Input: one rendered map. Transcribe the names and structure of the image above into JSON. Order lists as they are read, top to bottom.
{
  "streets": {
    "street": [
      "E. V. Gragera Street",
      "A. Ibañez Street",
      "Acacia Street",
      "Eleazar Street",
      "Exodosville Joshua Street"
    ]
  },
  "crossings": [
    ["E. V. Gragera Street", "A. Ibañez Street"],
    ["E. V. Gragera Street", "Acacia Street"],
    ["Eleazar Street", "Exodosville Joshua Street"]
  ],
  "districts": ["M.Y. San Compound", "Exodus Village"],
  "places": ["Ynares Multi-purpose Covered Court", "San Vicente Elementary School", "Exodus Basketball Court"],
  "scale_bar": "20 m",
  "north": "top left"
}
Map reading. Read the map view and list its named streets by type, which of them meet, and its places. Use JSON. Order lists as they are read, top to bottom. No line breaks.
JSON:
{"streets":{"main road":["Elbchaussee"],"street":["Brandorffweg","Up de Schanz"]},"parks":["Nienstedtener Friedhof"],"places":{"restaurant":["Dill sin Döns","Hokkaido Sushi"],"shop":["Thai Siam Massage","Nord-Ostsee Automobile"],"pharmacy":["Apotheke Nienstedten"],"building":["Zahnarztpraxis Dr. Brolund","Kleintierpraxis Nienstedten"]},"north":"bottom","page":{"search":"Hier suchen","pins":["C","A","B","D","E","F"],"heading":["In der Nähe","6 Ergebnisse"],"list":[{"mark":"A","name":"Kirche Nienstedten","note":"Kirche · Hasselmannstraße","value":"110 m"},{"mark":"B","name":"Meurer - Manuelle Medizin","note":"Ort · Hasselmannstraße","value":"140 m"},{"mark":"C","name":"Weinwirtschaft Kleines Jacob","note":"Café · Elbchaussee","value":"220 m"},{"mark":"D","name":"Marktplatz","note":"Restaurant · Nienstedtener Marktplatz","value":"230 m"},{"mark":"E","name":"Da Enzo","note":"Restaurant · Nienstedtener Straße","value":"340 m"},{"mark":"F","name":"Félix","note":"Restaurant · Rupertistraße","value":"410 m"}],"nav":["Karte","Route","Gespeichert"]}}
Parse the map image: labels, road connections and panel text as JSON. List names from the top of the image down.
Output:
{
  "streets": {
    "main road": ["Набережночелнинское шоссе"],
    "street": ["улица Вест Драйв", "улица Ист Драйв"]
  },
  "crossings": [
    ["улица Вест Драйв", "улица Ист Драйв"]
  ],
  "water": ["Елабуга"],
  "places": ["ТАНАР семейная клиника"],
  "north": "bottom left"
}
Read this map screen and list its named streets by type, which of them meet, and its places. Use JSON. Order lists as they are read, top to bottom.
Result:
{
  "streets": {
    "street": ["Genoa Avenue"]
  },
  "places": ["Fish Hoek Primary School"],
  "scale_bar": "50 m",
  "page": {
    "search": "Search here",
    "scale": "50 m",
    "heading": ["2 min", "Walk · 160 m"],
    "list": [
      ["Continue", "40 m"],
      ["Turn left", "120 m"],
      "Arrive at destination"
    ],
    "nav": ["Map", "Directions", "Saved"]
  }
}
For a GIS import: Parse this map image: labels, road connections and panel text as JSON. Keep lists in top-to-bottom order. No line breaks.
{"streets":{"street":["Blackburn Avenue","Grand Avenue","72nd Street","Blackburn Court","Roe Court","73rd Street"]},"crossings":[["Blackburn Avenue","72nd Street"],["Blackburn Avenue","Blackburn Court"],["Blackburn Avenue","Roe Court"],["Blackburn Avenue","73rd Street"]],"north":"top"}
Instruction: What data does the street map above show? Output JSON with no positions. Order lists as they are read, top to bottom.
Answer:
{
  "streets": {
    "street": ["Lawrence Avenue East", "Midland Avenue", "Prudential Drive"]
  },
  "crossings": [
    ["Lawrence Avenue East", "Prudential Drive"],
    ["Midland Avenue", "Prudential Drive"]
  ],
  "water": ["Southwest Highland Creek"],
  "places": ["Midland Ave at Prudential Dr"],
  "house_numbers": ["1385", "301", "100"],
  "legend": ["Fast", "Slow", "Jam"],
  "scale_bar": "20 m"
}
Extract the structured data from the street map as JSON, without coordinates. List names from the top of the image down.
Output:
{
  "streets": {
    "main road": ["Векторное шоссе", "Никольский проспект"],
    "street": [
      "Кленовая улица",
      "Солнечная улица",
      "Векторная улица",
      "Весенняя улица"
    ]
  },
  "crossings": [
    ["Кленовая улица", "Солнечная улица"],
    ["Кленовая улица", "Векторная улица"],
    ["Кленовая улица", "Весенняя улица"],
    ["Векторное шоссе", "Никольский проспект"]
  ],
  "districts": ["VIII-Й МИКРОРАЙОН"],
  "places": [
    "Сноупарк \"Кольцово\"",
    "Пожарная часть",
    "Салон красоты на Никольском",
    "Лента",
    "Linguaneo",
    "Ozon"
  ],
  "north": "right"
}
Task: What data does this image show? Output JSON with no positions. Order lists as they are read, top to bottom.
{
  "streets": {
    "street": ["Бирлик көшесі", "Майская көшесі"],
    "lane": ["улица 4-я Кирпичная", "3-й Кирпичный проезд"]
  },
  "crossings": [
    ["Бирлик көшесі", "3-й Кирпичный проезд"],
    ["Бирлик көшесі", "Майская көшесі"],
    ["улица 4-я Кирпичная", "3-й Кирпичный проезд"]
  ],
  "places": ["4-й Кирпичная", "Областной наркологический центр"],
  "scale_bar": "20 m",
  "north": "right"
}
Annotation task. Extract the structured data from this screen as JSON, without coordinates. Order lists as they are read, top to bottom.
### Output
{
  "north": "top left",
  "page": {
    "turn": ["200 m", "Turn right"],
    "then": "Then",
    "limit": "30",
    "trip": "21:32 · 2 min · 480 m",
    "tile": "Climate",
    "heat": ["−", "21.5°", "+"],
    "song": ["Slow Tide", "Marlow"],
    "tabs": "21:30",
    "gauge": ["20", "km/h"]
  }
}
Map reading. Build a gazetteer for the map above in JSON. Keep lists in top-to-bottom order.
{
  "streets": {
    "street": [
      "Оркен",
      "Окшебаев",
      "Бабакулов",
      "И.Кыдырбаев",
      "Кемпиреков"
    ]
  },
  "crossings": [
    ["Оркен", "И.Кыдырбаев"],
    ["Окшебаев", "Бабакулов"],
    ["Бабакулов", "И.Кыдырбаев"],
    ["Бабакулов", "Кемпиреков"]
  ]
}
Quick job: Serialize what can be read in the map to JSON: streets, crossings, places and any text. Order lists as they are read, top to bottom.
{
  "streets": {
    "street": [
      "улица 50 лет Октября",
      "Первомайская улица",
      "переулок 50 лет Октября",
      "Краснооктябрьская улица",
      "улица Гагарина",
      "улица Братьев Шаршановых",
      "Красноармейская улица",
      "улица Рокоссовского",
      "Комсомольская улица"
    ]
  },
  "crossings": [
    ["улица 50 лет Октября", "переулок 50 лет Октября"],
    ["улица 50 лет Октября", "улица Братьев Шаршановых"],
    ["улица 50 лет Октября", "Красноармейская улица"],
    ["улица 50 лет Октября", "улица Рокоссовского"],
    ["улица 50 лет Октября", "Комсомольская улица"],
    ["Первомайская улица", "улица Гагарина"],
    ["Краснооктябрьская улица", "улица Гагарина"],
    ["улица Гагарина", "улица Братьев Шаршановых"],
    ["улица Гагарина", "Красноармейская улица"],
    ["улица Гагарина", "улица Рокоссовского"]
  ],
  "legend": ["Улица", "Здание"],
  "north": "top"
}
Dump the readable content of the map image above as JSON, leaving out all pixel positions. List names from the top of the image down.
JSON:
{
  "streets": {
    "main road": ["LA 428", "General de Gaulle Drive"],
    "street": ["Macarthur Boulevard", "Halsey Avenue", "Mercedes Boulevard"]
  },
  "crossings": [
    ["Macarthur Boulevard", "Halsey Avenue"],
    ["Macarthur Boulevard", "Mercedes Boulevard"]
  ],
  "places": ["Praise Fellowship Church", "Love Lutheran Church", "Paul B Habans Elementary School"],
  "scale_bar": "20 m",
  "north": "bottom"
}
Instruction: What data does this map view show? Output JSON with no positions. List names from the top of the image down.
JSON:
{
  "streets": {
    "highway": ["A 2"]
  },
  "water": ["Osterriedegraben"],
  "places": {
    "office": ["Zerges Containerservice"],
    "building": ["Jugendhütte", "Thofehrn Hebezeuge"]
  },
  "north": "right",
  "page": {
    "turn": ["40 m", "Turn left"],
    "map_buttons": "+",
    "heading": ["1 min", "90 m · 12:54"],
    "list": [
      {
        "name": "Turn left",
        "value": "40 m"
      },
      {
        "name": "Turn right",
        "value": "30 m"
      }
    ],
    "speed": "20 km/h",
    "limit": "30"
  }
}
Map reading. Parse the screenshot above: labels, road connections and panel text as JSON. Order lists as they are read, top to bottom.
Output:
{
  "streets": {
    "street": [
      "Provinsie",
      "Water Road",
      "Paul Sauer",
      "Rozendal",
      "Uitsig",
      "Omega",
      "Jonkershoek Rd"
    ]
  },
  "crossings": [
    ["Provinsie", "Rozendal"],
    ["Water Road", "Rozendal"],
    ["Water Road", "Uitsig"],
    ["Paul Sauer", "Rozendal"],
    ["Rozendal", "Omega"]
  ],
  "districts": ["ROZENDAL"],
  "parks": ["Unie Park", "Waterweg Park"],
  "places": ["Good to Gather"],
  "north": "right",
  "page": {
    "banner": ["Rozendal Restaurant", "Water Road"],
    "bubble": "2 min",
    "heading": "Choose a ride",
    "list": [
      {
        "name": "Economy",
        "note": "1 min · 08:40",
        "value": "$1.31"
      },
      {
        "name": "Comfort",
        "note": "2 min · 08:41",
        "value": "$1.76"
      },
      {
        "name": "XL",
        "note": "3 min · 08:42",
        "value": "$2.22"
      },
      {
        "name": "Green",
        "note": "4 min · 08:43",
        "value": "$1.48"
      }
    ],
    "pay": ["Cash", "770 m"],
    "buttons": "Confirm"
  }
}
____________________
Your assignment
Start printing at the line with "Map reading. Parse" and stop after the final line of the listing above, keeping every line exact.

Response
Map reading. Parse the screenshot above: labels, road connections and panel text as JSON. Order lists as they are read, top to bottom.
Output:
{
  "streets": {
    "street": [
      "Provinsie",
      "Water Road",
      "Paul Sauer",
      "Rozendal",
      "Uitsig",
      "Omega",
      "Jonkershoek Rd"
    ]
  },
  "crossings": [
    ["Provinsie", "Rozendal"],
    ["Water Road", "Rozendal"],
    ["Water Road", "Uitsig"],
    ["Paul Sauer", "Rozendal"],
    ["Rozendal", "Omega"]
  ],
  "districts": ["ROZENDAL"],
  "parks": ["Unie Park", "Waterweg Park"],
  "places": ["Good to Gather"],
  "north": "right",
  "page": {
    "banner": ["Rozendal Restaurant", "Water Road"],
    "bubble": "2 min",
    "heading": "Choose a ride",
    "list": [
      {
        "name": "Economy",
        "note": "1 min · 08:40",
        "value": "$1.31"
      },
      {
        "name": "Comfort",
        "note": "2 min · 08:41",
        "value": "$1.76"
      },
      {
        "name": "XL",
        "note": "3 min · 08:42",
        "value": "$2.22"
      },
      {
        "name": "Green",
        "note": "4 min · 08:43",
        "value": "$1.48"
      }
    ],
    "pay": ["Cash", "770 m"],
    "buttons": "Confirm"
  }
}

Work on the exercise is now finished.